Unfortunately, as we age, our body’s ability to process protein diminishes. We simply can’t digest and absorb protein as when we were younger. Empirically, for example, you may notice that you’re not able to eat as much steak as in your youth. Ironically, because of that inefficiency you might actually need to consume even more protein, and better quality protein, in order to preserve your muscle mass.
The actual amount of protein one needs is unique and variable. It depends on your age, sex, size and health. However, for average healthy adults just trying to meet basic needs (so not those trying to build muscle or reach specific health goals) there are some benchmarks: 46 grams/day for women and 56 grams/day for men. Ideally, according to Joel, you want to get your protein from multiple sources of food or supplementation.

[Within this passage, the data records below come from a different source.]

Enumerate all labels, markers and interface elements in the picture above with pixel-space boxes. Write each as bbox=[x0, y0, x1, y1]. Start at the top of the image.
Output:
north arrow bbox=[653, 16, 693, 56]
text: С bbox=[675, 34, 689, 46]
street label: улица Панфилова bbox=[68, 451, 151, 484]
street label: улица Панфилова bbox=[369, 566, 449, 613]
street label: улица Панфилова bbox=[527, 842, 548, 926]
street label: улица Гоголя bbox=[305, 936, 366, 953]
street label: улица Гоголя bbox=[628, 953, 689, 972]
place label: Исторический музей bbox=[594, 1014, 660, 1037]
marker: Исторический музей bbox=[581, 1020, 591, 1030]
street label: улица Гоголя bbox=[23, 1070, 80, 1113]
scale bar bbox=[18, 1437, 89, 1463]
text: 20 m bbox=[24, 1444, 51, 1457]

Joel advocates for high quality protein. Which begs the question, what is a high quality protein? There are three metrics. The first being quantity: Foods that contain more protein than others. Most foods, even those touted as being high in protein, actually don’t contain that much protein relative to their other constituents (such as fat, carbohydrates, fiber etc.). Supplements have higher concentrations of protein by their very nature. Hemp protein, for example, consists of 20-25% protein. Concentrates, such as pea-protein, consist of approximately 40-60% protein. At the top level you have isolates, such as whey isolates, which consist of approximately 80-95% protein.
The second metric of protein quality is completeness. A complete protein is one that contains all of the nine essential amino acids that your body needs to repair and replace tissue. Generally speaking, animal-based proteins (dairy, meat, fish) are complete proteins. The exception is collagen which is not a complete protein. The only vegetarian complete protein is soy.
The third metric of protein quality is the capability of the body to absorb, break down and repurpose the protein measured on three scales: biological value, protein digestibility corrected amino acid score, and the digested and dispensable amino acids score. According to Joel, animal-based proteins score significantly better than plant-based proteins on these scales – as they are more likely to be complete proteins and contain Leucine, the specific amino acid most important to build muscle and repair tissue. While animal-based proteins are therefore preferable to build muscle mass, if you are vegetarian/vegan, you can still build muscle by combining complementary vegan-based isolates.
Lastly, what about other nutrients? Vitamin D plays a vital role in muscle function. Adequate levels help with balance and strength of muscles. Vitamin C is a potent antioxidant that works to protect muscle cells from damaging free radicals. In addition, it works to aid in the formation of testosterone and other anabolic hormones. Vitamins B6 and B12 have a direct role in protein metabolism. The higher the protein consumption, the more vitamin B6 is needed to support the metabolism of the increased protein intake. Fiber and water are also important in as much as they aid in the digestion process, and thus the better absorption of protein.
Bottom line: If you’re looking to build or maintain your muscles – start with resistance training and good sources of protein, add in a good night’s sleep and some nutraceuticals to help the process.